Vient ensuite l’élève Sully-Prudhomme, à son ordinaire bon poète et philosophe appréciable, mais courtisan médiocre dans la circonstance, ce qui ne peut lui être imputé à crime.

J’ai gardé pour la fin Julius Claretie, jadis démagogue fougueux, mué par Kronos et la Fortune en adulateur du pouvoir absolu. Pour celui-ci pas d’excuse. Si Molière, dont la renommée surpasse ici celle de notre Aristotophanès, entendit des Champs Élyséens la harangue du directeur de son théâtre, ses ossements ont dû s’entrechoquer. Les vers de ce romancier sont de ceux qui serpentent sur de petite instruments de musique, formés du roseau cher à Pan et nommés mirlitons. Par Zeus ! Il est heureux qu’Apollon eût remisé son fulgurant quadrige avant l’instant où fut à des oreilles royales clamée cette rhapsodie !

Pour copie :
g. de raulin.

Note — Toute liberté à la discussion.
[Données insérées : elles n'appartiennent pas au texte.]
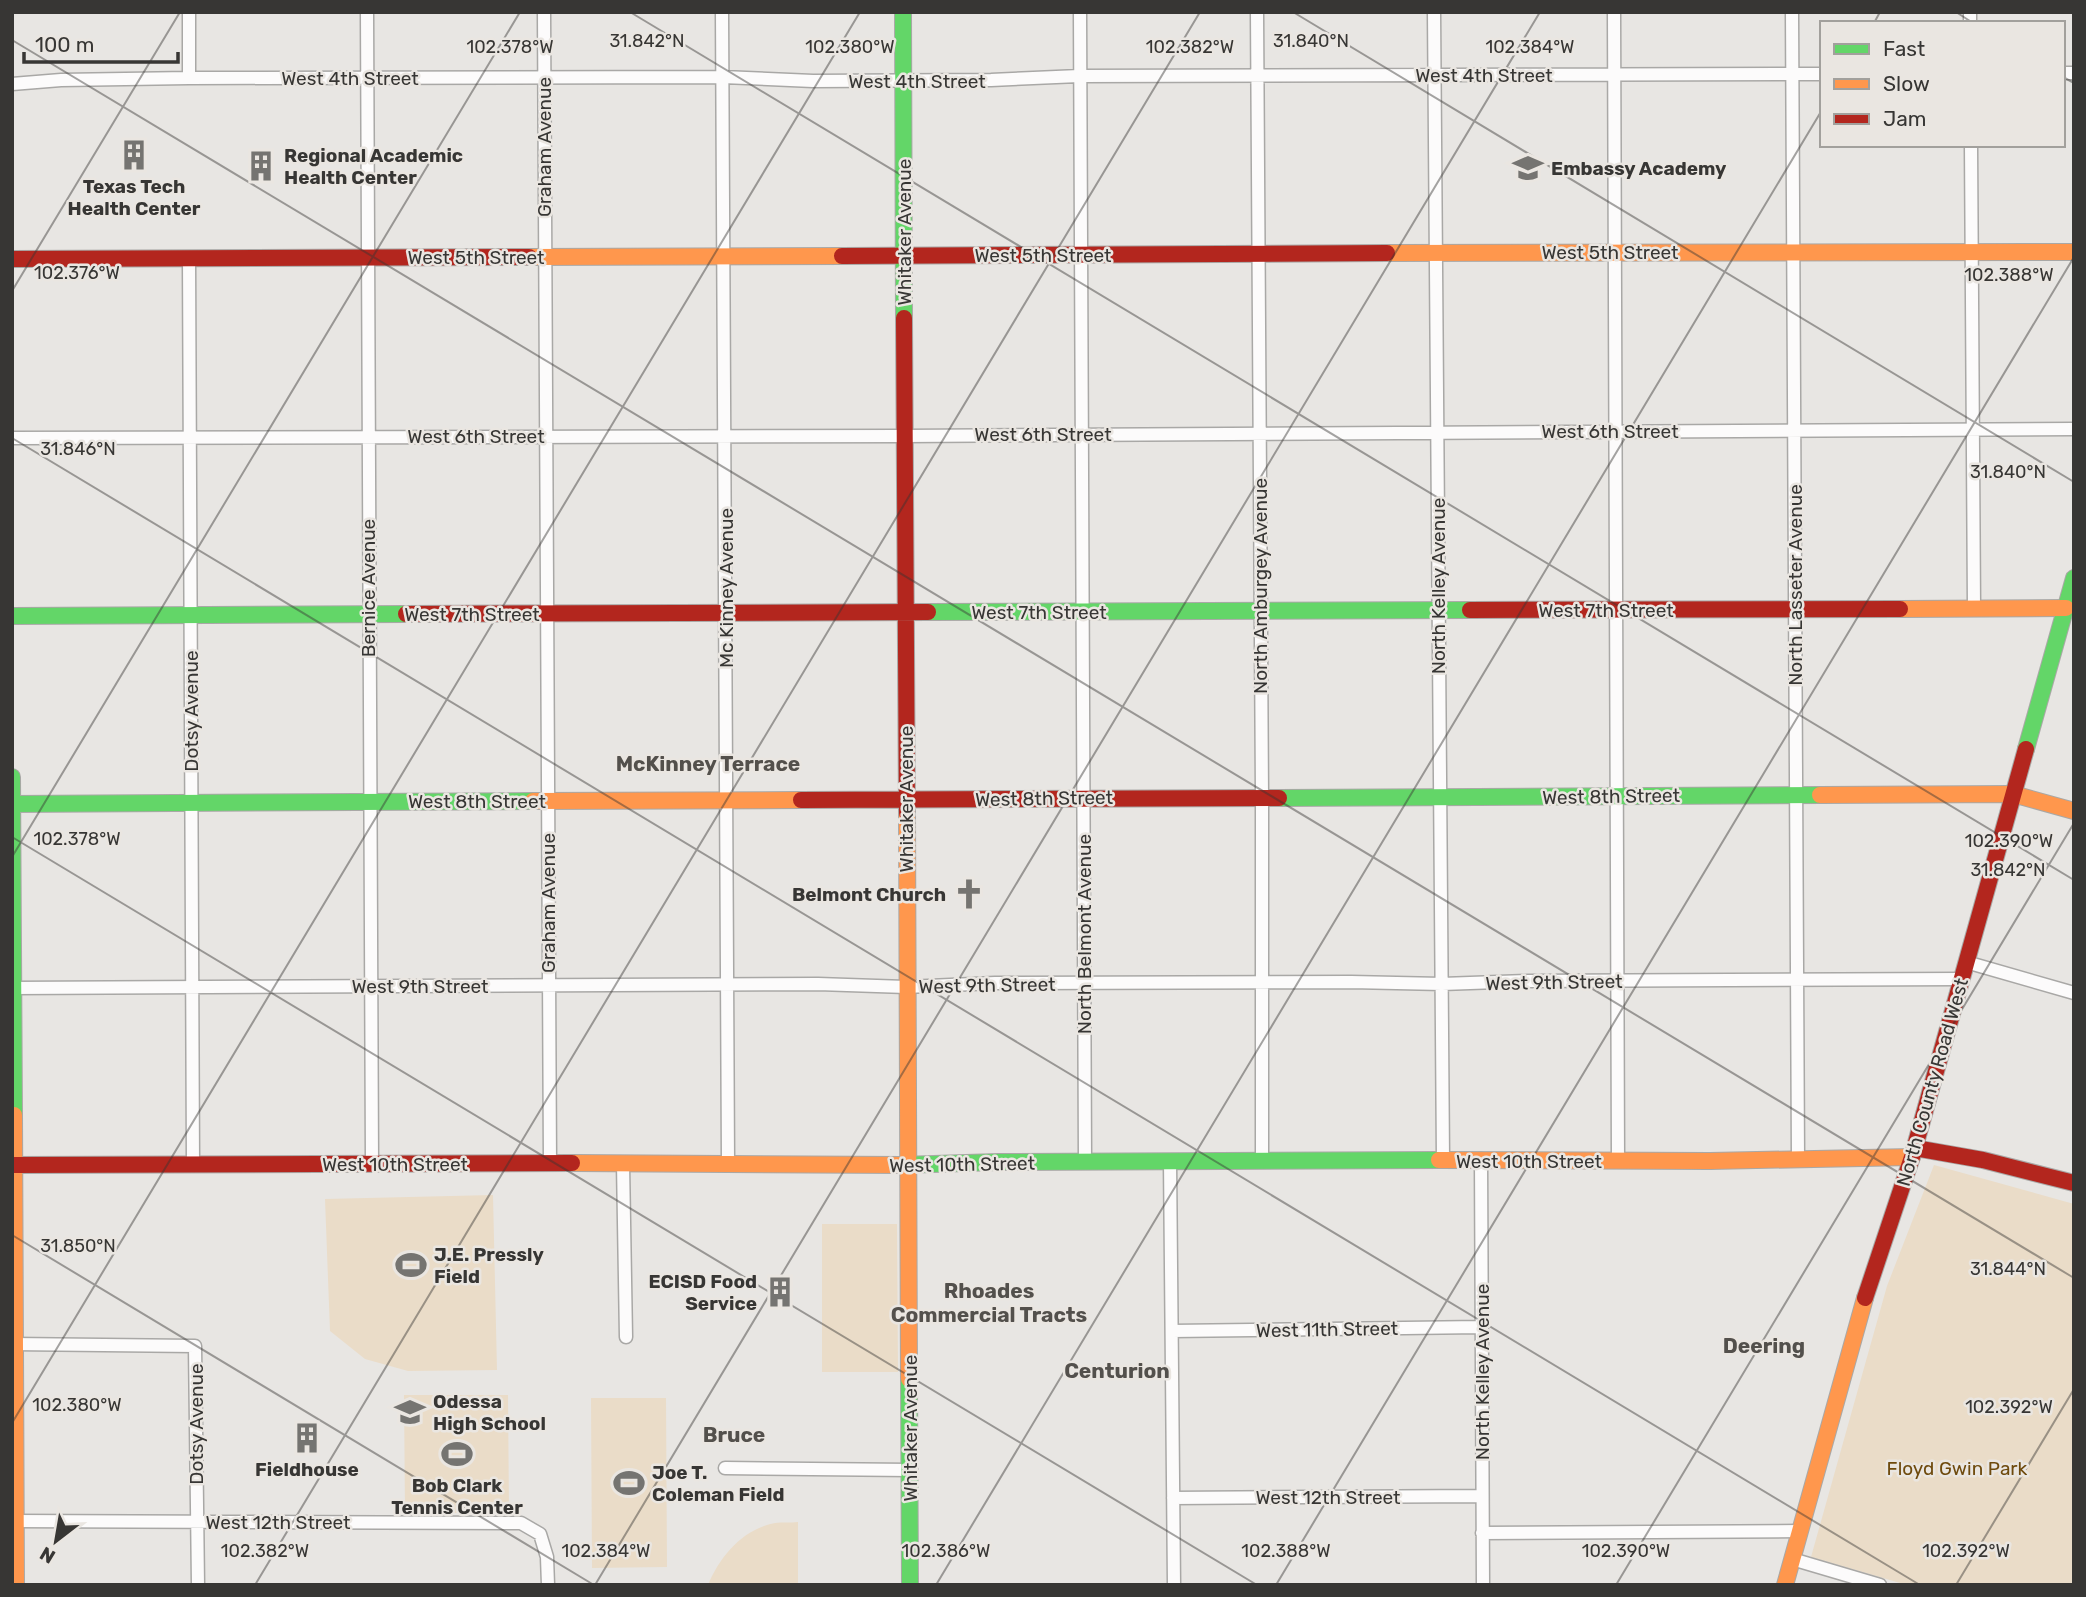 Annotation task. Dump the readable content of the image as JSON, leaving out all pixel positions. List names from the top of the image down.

La critique doit précéder les œuvres : nos lecteurs trouveront ci-après les pièces (de vers) du procès,

l. d.


LA MUSE FRANÇAISE


À Leurs Majestés l’Empereur
et l’Impératrice de Russie.


I

Salut à l’Empereur

Pax et Robur.


Très illustre Empereur, fils d’Alexandre Trois !
La France, pour fêter ta grande bienvenue,
Dans la langue des Dieux par ma voix te salue,
Car le poète seul peut tutoyer les rois.

Et Vous, qui près de Lui, Madame, à cette fête
Pouviez seule donner la suprême beauté,
Souffrez que je salue en Votre Majesté
La divine douceur dont votre grâce est faite.

Voici Paris ! Pour vous les acclamations
Montent de la cité riante et pavoisée
Qui, partout, aux palais comme à l’humble croisée,
Unit les trois couleurs de nos deux nations.

Pour vous, Paris en fête, au long du large fleuve
Qui roule dans ses flots les sons et les couleurs,
Gigantesque bouquet de flammes et de fleurs,
Met aux arbres d’automne une floraison neuve.

Et sur le ciel au loin, ce Dôme éblouissant
Garde encor des héros de l’époque lointaine
Où Russes et Français en un tournoi sans haine,
Prévoyant l’avenir, mêlaient déjà leur sang.

Sous ses peupliers d’or, la Seine aux belles rives
Vous porte la rumeur de son peuple joyeux ;
Nobles hôtes, vers vous les cœurs suivent les yeux.
La France vous salue avec ses forces vives !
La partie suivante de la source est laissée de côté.